James held another ambition in her youth, one that made its impact felt only when middle age approached. "My fantasy was to have a home in the country with six children, all with different fathers. The fathers would come down occasionally and provide for us. I thought that was a marvellous solution - just me and all my kids." In fact, she had her first child, Eleanor, at 35 - "They called me an elder prima gravida. I sounded like an elephant" - then waited a few years before she tried for her second. "It was too late. My GP said, 'Forget it and you'll get pregnant.' I forgot it and a whole year went by. I had to go and have some counselling because it was taking over my whole life. I'd wander around Mothercare, looking at the baby things. I remember filming Band of Gold and calling Jo to say I was ovulating and he had to get the next train up. It put an awful strain on things."

In the end, she was diagnosed as having endometriosis. These days she says the hurt has passed and she has new concerns. At 53 she is more aware of her own mortality. "I sound like a neurotic old bag," she admits. "But I've lost so many friends to cancer. At 50 I thought I'd have an MOT. The doctor wanted to know why I was worrying." She explained her family history - her father died of bowel cancer and her mother and sister had both fought off the disease. "He put me on to a specialist and I read the notes he passed on.

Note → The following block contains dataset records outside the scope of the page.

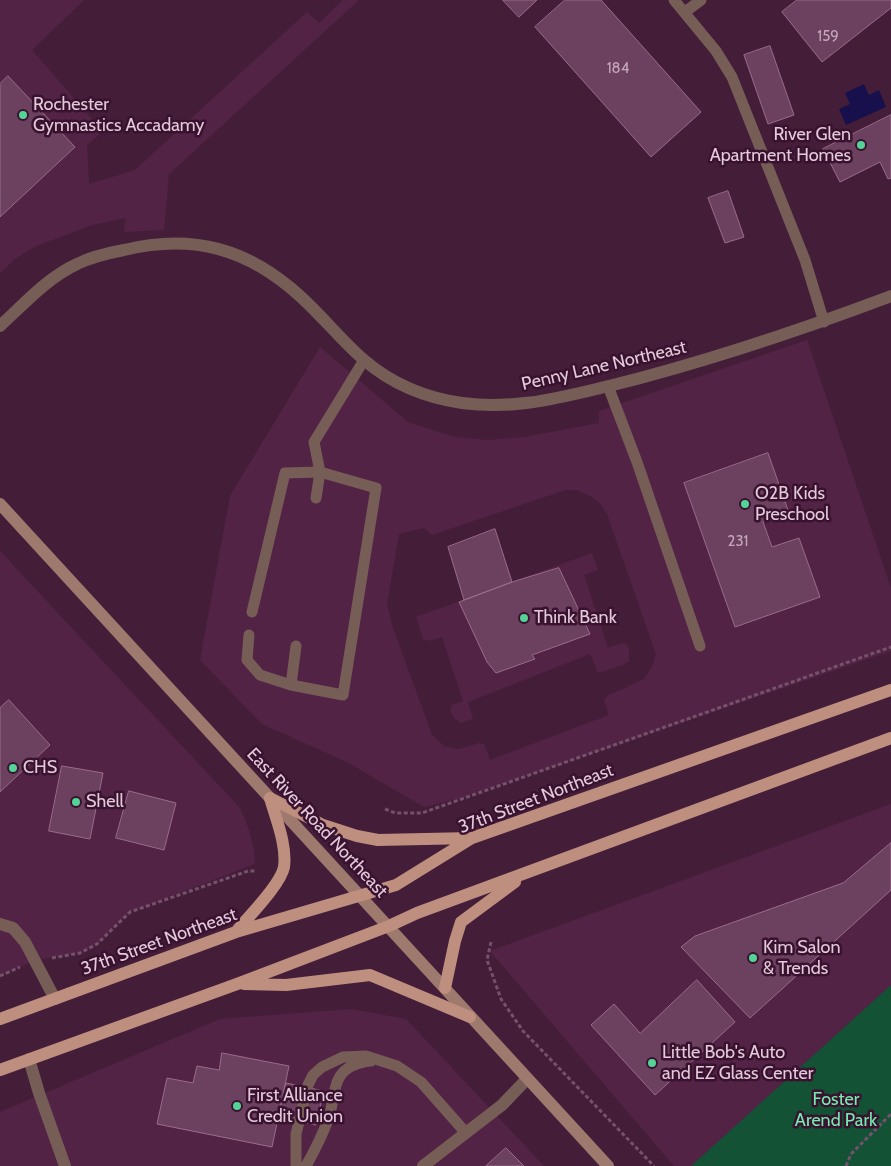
<!DOCTYPE html>
<html>
<head>
<meta charset="utf-8">
<style>
	body { margin:0 }
	canvas { display:block; background:#441d39 }
</style>
</head>
<body>
<canvas width="891" height="1166"></canvas>
<script>
const g = document.querySelector('canvas').getContext('2d');
g.lineJoin = 'round';
function paint(path, color) { g.fillStyle = color; g.fill(path, 'evenodd'); }
function stroke(path, color, width, dash) { g.strokeStyle = color; g.lineWidth = width; g.lineCap = dash ? 'butt' : 'round'; g.setLineDash(dash || []); g.stroke(path); }
function label(font, color, halo, rows, align = 'center') {
  g.font = font + ' Cabin,sans-serif'; g.lineWidth = 5; g.setLineDash([]); g.textBaseline = 'middle'; g.strokeStyle = halo; g.fillStyle = color; for (const [text, x, y, turn = 0] of rows) {
    g.save(); g.translate(x, y); g.rotate((+turn || 0) * Math.PI / 180); g.textAlign = isNaN(turn) ? turn : align; if (halo) g.strokeText(text, 0, 0); g.fillText(text, 0, 0); g.restore();
  }
}
const built = new Path2D(`
	M 0,0 L 84,0 L 32,50 L 90,117 L 101,133 L 87,145 L 89,184 L 135,170 L 307,12 L 319,23 L 343,0 L 359,0 L 169,174 L 164,230 L 124,232 L 126,218 L 92,225 L 34,247 L 15,259 L 0,273 L 0,217 L 75,147 L 8,76 L 0,84 Z
	M 807,340 L 891,588 L 891,651 L 465,797 L 424,807 L 349,763 L 262,724 L 200,660 L 230,496 L 320,347 L 408,422 L 454,437 L 488,440 L 524,437 L 599,423 L 599,411 ZM 565,490 L 577,490 L 592,497 L 600,503 L 607,514 L 656,654 L 653,665 L 644,679 L 607,696 L 604,701 L 609,715 L 490,760 L 484,744 L 479,743 L 459,749 L 444,746 L 432,735 L 392,625 L 387,604 L 399,534 L 424,528 L 432,535 Z
	M 0,551 L 240,808 L 249,830 L 254,851 L 255,864 L 130,912 L 97,944 L 80,953 L 36,960 L 0,976 Z
	M 592,553 L 598,570 L 584,575 L 608,648 L 622,643 L 627,644 L 629,648 L 629,661 L 623,665 L 598,673 L 590,654 L 468,702 L 473,719 L 461,723 L 454,718 L 450,711 L 452,705 L 463,701 L 442,637 L 429,641 L 423,639 L 416,617 Z
	M 891,804 L 891,985 L 691,1166 L 674,1166 L 490,951 Z
	M 351,1009 L 406,1019 L 544,1166 L 0,1166 L 0,1112 L 220,1019 Z`);
const green = new Path2D(`
	M 891,985 L 891,1166 L 691,1166 Z`);
const water = new Path2D(`
	M 864,84 L 869,95 L 879,90 L 886,107 L 846,125 L 839,109 L 850,104 L 845,93 Z`);
const building = new Path2D(`
	M 503,0 L 537,0 L 519,17 Z
	M 565,0 L 601,0 L 701,112 L 651,157 L 535,27 Z
	M 797,0 L 891,0 L 891,8 L 822,62 L 782,12 Z
	M 770,46 L 794,115 L 768,124 L 744,55 Z
	M 8,76 L 75,147 L 0,217 L 0,84 Z
	M 891,115 L 891,178 L 888,179 L 880,162 L 840,182 L 823,149 Z
	M 728,191 L 744,237 L 725,243 L 708,198 Z
	M 768,453 L 789,513 L 763,522 L 772,547 L 799,538 L 820,597 L 735,627 L 684,483 Z
	M 495,529 L 512,582 L 464,600 L 448,547 Z
	M 559,568 L 590,634 L 532,655 L 535,659 L 496,673 L 487,662 L 459,602 L 512,582 Z
	M 9,700 L 50,745 L 0,792 L 0,708 Z
	M 62,766 L 103,773 L 90,839 L 49,831 Z
	M 129,791 L 176,803 L 164,850 L 116,838 Z
	M 891,843 L 891,890 L 750,1018 L 681,947 L 695,936 L 843,883 Z
	M 697,980 L 735,1022 L 655,1095 L 591,1025 L 614,1004 L 640,1033 Z
	M 222,1053 L 289,1066 L 272,1147 L 157,1124 L 167,1078 L 193,1083 L 197,1066 L 219,1070 Z
	M 286,1083 L 324,1091 L 316,1125 L 279,1117 Z
	M 506,1148 L 524,1166 L 486,1166 Z`);
const path = new Path2D(`
	M 385,809 L 395,813 L 422,813 L 891,647
	M 491,942 L 487,960 L 501,999 L 523,1031 L 654,1166
	M 52,958 L 80,953 L 97,944 L 130,912 L 248,871 L 256,871
	M 0,976 L 20,967
	M 846,1166 L 851,1154 L 891,1114`);
const lane = new Path2D(`
	M 674,0 L 716,51 L 732,77 L 805,260 L 824,322
	M 685,12 L 701,0
	M 608,386 L 637,462 L 700,646
	M 316,498 L 320,472 L 314,442 L 364,360
	M 249,635 L 247,660 L 260,675 L 291,685 L 343,695 L 376,488 L 320,472 L 285,473 L 252,612
	M 291,685 L 296,646
	M 296,1166 L 296,1134 L 308,1085 L 313,1075 L 322,1067 L 343,1057 L 366,1056 L 397,1066 L 421,1082 L 466,1133
	M 306,1166 C 315,1150 323,1134 329,1117 C 335,1098 332,1075 352,1066 C 359,1063 364,1061 371,1061`);
const street = new Path2D(`
	M 0,326 C 24,304 47,278 77,264 C 91,257 108,253 124,250 C 193,233 249,249 301,297 C 323,317 342,341 364,360 C 392,384 427,398 462,403 C 516,410 558,398 609,386 C 705,362 798,331 891,296
	M 0,924 L 13,928 L 25,942 L 55,999
	M 29,1059 L 39,1093 L 65,1166
	M 423,1166 L 502,1105 L 527,1079`);
const secondary = new Path2D(`
	M 0,504 L 608,1166`);
const primary = new Path2D(`
	M 270,798 L 323,825 L 357,836 L 378,840 L 472,838
	M 236,932 C 248,917 281,884 284,867 C 287,845 276,819 270,798
	M 244,984 L 286,985 L 370,975 L 470,1017
	M 445,988 L 455,941 L 461,922 L 515,882
	M 0,1019 L 236,932 L 396,885 L 472,838 L 891,690
	M 0,1070 L 237,984 L 389,926 L 417,913 L 891,738`);
const markers = [
	[23,115,5,"#54d396"],
	[861,145,5,"#54d396"],
	[745,504,5,"#54d396"],
	[524,618,5,"#54d396"],
	[13,768,5,"#54d396"],
	[76,802,5,"#54d396"],
	[753,958,5,"#54d396"],
	[652,1063,5,"#54d396"],
	[237,1106,5,"#54d396"]
];
const numberNames = [
	["159",828,37],
	["184",618,69],
	["231",738,542]
];
const poiNames = [
	["Rochester",33,105],
	["Gymnastics Accadamy",33,126],
	["River Glen",851,135,"right"],
	["Apartment Homes",851,156,"right"],
	["O2B Kids",755,494],
	["Preschool",755,515],
	["Think Bank",534,618],
	["CHS",23,768],
	["Shell",86,802],
	["Kim Salon",763,948],
	["& Trends",763,969],
	["Little Bob's Auto",662,1053],
	["and EZ Glass Center",662,1074],
	["First Alliance",247,1096],
	["Credit Union",247,1117]
];
const streetNames = [
	["Penny Lane Northeast",604,366,-13],
	["37th Street Northeast",536,799,-21],
	["East River Road Northeast",317,823,47],
	["37th Street Northeast",159,942,-20]
];
const parkNames = [
	["Foster",836,1100],
	["Arend Park",836,1121]
];
paint(built, '#522345');
paint(green, '#135235');
paint(water, '#17104d');
paint(building, '#6c415f');
stroke(building, '#9a6b8a', 1);
stroke(path, '#75526b', 3, [4, 2.5]);
stroke(lane, '#765e57', 11);
stroke(street, '#765e57', 12);
stroke(secondary, '#9e796d', 12);
stroke(primary, '#be8e7e', 12);
for (const [x, y, r, color] of markers) { const dot = new Path2D(); dot.arc(x, y, r, 0, 2 * Math.PI); g.fillStyle = color; g.fill(dot); stroke(dot, '#39122f', 2); }
label('15px', '#c5a7bb', null, numberNames);
label('18px', '#e3c9da', '#39122f', poiNames, 'left');
label('18px', '#e3c9da', '#39122f', streetNames);
label('18px', '#76eaaf', '#39122f', parkNames);
</script>
</body>
</html>
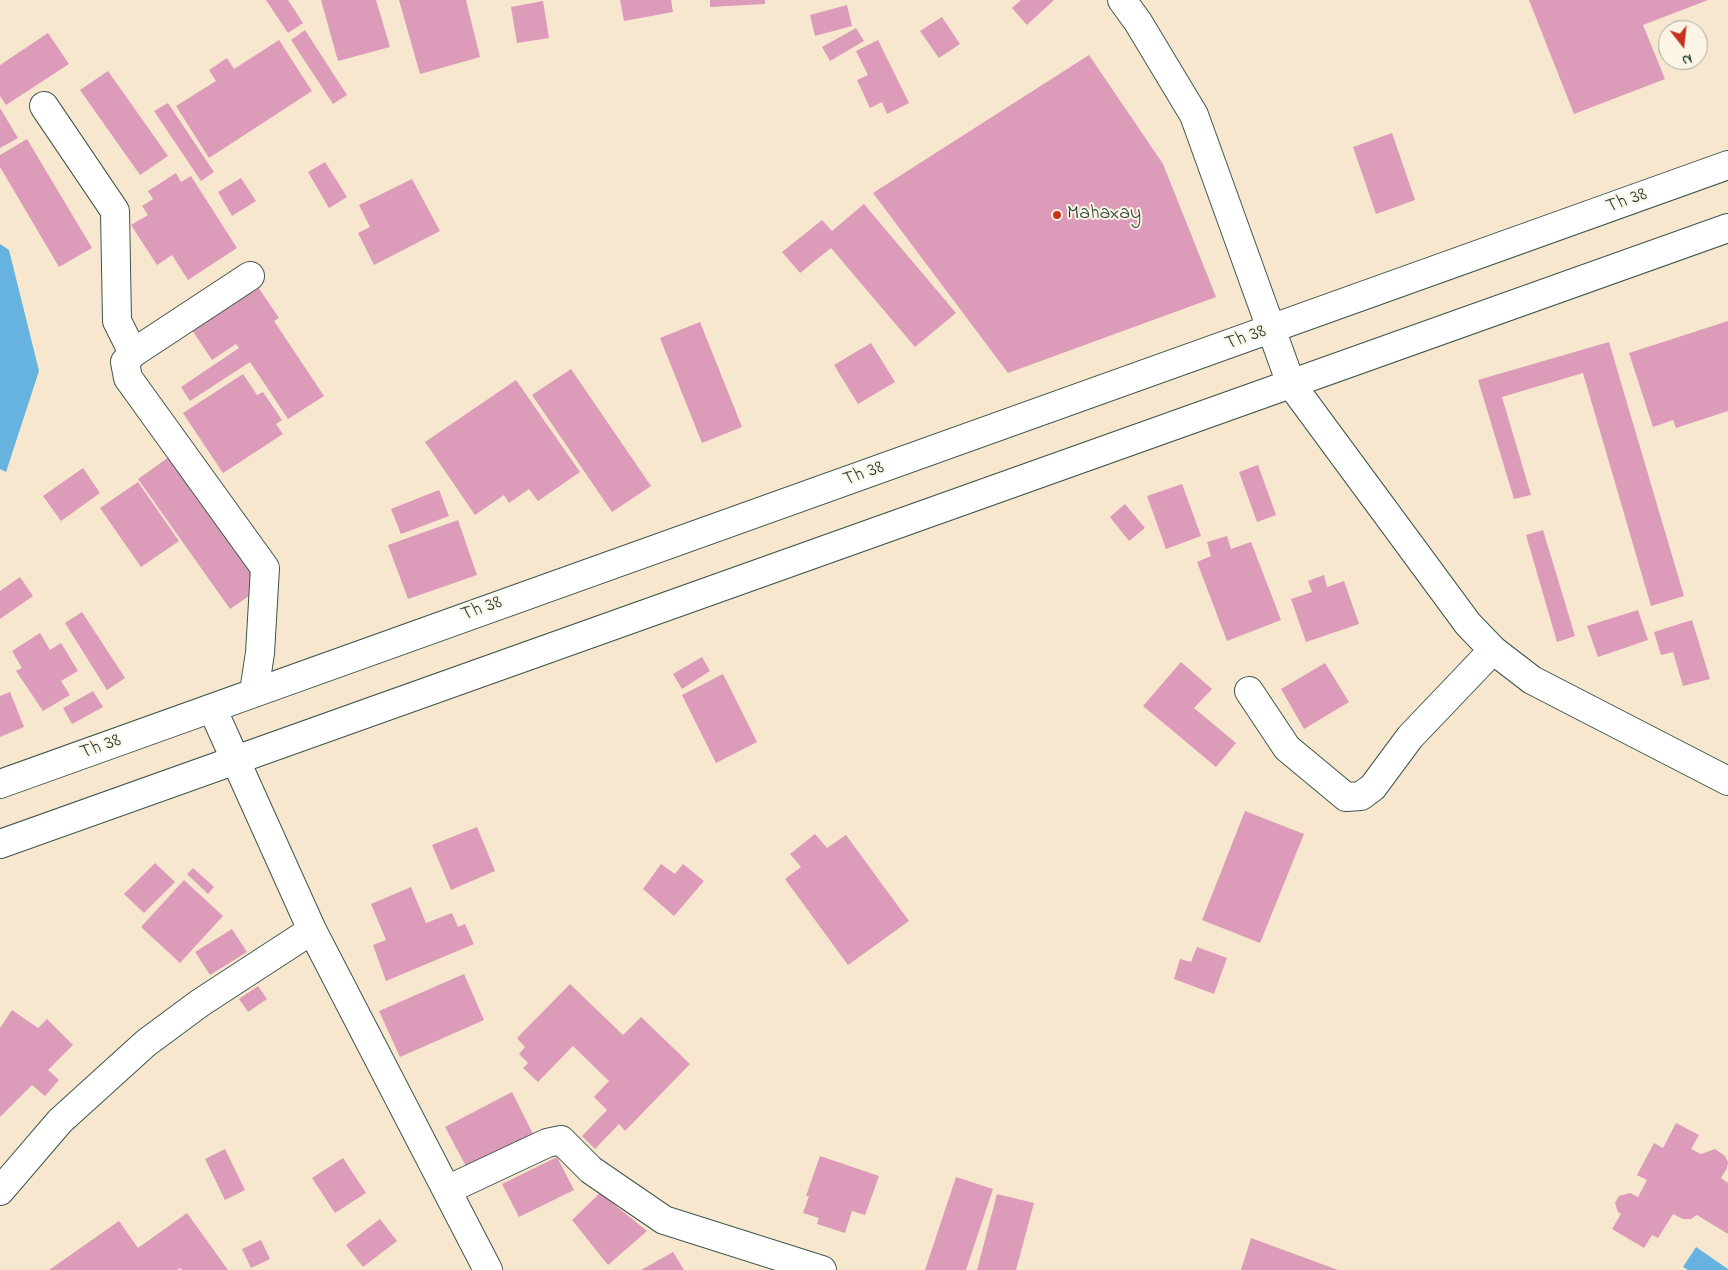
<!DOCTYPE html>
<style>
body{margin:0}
#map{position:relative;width:1728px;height:1270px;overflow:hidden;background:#f7e7cf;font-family:"Indie Flower",sans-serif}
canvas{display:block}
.north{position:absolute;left:1658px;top:20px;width:50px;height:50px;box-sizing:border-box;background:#fcf5e5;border:1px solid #a4ab9e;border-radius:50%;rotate:164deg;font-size:14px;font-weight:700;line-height:20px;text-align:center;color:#1f3d34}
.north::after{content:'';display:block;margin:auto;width:18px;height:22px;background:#c8321e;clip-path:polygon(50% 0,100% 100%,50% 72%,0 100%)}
</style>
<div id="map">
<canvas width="1728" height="1270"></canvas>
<div class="north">N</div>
</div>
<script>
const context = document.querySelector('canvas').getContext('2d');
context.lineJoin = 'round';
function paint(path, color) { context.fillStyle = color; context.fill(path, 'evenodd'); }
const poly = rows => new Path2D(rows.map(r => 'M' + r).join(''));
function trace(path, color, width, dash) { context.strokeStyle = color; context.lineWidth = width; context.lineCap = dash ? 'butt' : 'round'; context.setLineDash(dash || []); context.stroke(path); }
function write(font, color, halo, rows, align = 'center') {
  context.font = font + ' "Indie Flower",sans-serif'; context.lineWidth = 4; context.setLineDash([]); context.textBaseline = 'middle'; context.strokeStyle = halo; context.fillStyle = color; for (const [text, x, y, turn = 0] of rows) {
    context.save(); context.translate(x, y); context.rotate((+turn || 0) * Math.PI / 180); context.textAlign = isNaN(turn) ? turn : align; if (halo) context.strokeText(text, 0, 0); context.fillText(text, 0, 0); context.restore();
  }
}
paint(poly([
 [0,244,9,250,39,371,6,472,0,469],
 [1696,1247,1728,1269,1728,1270,1688,1270,1683,1267]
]), '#65b3de');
paint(poly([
 [266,0,288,0,303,23,288,33],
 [321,0,376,0,390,47,338,61],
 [399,0,466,0,480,57,420,74],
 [620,0,671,0,673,12,624,21],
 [710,0,765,0,765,4,710,7],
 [1021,0,1054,0,1027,25,1012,8],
 [1529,0,1708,0,1643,25,1665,79,1574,114],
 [543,1,549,38,517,43,511,7],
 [847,5,852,26,815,36,810,15],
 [942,17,960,44,939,58,920,31],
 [856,28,864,41,830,61,822,47],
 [305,30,347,95,333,104,291,40],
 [48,33,69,64,6,105,0,96,0,65],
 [279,40,312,91,209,158,176,106,216,81,209,70,227,58,234,69],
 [878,40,909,103,887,114,882,102,870,108,857,80,868,75,856,51],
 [1089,55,1163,164,1216,297,1008,373,873,193],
 [108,71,168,156,140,175,80,90],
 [168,103,214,172,201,181,154,111],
 [0,108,18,138,0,148],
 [1392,133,1415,200,1376,214,1353,147],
 [27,139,92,248,59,267,0,167,0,155],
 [325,162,347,197,329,208,308,172],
 [176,173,181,182,191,176,237,248,188,280,172,255,157,265,131,225,148,215,142,206,153,199,148,191],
 [241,178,256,201,232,216,218,192],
 [412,179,440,231,374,265,358,233,370,227,359,205],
 [864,204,956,313,915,347,831,248,800,273,782,252,822,220,832,231],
 [256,284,279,318,274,321,324,396,288,419,250,362,190,401,181,387,239,348,236,344,212,360,190,327],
 [1728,321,1728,411,1676,428,1673,420,1653,427,1629,353],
 [700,322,742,427,702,443,660,338],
 [1609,342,1684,596,1651,606,1583,373,1502,397,1531,495,1514,499,1478,380],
 [871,343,895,382,858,404,834,365],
 [571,369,651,486,612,512,532,395],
 [243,374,257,395,263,392,282,420,276,424,283,434,223,473,183,413],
 [516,380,580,472,538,501,529,489,509,503,504,495,475,515,425,442],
 [176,452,259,570,256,591,230,609,138,479],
 [1258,465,1276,515,1257,522,1239,472],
 [83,468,100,493,61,521,43,496],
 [138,482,179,541,141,567,100,508],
 [1182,484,1201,536,1166,549,1147,496],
 [439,490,449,516,401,534,391,509],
 [1125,504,1145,528,1129,541,1110,517],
 [458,520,477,575,408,599,388,545],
 [1543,530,1575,636,1557,642,1526,535],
 [1227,536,1231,549,1251,542,1281,620,1227,641,1197,562,1211,556,1207,542],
 [1324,575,1327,587,1344,581,1359,624,1306,642,1291,599,1312,592,1308,581],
 [20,577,33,596,0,619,0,591],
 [1638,610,1648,640,1598,657,1587,626],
 [82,612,125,678,107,690,65,623],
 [1692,620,1710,679,1683,686,1673,652,1661,655,1654,632],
 [40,633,50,650,61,643,78,671,61,681,70,695,43,711,16,671,22,668,12,651],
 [702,657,710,671,682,689,673,674],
 [1181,662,1212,689,1194,708,1236,743,1216,767,1143,706],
 [1325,663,1349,702,1304,729,1281,689],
 [723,674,757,742,716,763,682,695],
 [93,691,103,707,72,724,63,708],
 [10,692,24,727,0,737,0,696],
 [1245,811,1304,834,1260,943,1202,920],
 [477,827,495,871,451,890,432,845],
 [815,834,827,848,846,835,909,921,848,965,785,879,801,867,790,854],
 [155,863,175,882,144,913,124,894],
 [661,864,675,874,683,864,704,881,674,916,643,889],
 [193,868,214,887,208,894,187,874],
 [184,880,223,916,180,963,141,927],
 [411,887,426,923,452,913,458,927,465,924,474,944,386,981,373,945,386,940,371,904],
 [232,929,247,952,210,975,195,952],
 [1197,947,1227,958,1214,994,1174,979,1180,959,1191,962],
 [464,974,484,1020,400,1057,379,1011],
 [570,984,623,1035,641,1017,690,1064,625,1131,619,1124,595,1149,582,1136,607,1110,594,1097,609,1081,573,1046,538,1082,523,1068,528,1063,519,1054,525,1047,517,1038],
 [258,986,267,999,248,1012,239,999],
 [12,1010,38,1028,47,1019,73,1045,48,1070,59,1080,45,1096,32,1085,0,1117,0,1028],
 [512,1092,533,1134,467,1168,445,1127],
 [1676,1123,1699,1135,1691,1149,1701,1154,1715,1149,1725,1156,1728,1162,1727,1168,1721,1178,1728,1183,1728,1234,1697,1215,1691,1219,1683,1219,1673,1214,1658,1238,1652,1235,1644,1248,1612,1229,1621,1214,1618,1212,1615,1203,1619,1196,1630,1193,1638,1197,1647,1180,1637,1175,1654,1143,1663,1148],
 [225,1149,245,1190,225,1200,205,1159],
 [820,1156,879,1176,865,1215,852,1211,845,1233,817,1224,819,1218,803,1213,809,1196,806,1196],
 [557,1157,574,1190,519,1217,502,1184],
 [343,1158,366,1193,335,1213,312,1178],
 [956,1177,993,1189,966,1270,925,1270],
 [600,1193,647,1231,608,1265,572,1220],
 [997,1194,1034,1203,1016,1270,977,1270],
 [187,1213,228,1270,182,1270,180,1268,177,1270,49,1270,119,1221,138,1248],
 [380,1219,397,1241,363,1267,346,1245],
 [1251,1238,1338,1270,1241,1270],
 [261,1240,270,1259,251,1268,242,1249],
 [673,1252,684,1270,641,1270]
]), '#dc9bb9');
const minor = poly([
 [1122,0,1138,22,1194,115,1291,384,1468,624,1493,650,1532,680,1728,781],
 [44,106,115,211,117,321,133,353],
 [250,276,133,353,125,362,128,378,265,568,260,653,254,692],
 [1249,691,1287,748,1346,797,1361,796,1373,787,1410,737,1493,650],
 [212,708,312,930,488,1270],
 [0,784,1728,165],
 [0,844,1728,228],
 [447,1190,547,1143,561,1140,591,1170,664,1220,822,1270],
 [0,1191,60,1121,146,1043,200,1003,312,930]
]);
trace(minor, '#3f564b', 30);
trace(minor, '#fff', 28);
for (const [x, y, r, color] of [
 [1057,215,5,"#c8321e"]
]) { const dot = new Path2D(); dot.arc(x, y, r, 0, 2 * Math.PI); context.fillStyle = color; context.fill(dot); trace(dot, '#fcf5e5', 2); }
write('20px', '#1f3d34', '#fcf5e5', [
 ["Th 38",1627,202,-20],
 ["Th 38",1246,339,-20],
 ["Th 38",864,475,-20],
 ["Th 38",482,610,-20],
 ["Th 38",101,748,-20]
]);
write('20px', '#1f3d34', '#fcf5e5', [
 ["Mahaxay",1067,215]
], 'left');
</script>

They said, 'This woman is a cancer-phobe.' I know they're terribly busy, but isn't it better to check these things out early on?"

Her work continues apace with preparations for a role in the new ITV drama Jane Hall's Big Bad Bus Ride. She hopes it will make another notch on her bedpost of interesting characters. The transformation still remains the important thing to this actor's actor. She felt thrilled recently when asked to do a voiceover. "What accent do they want?" she asked. "Just your usual Yorkshire accent," came the reply.

"That was a lovely moment," she says with a smile.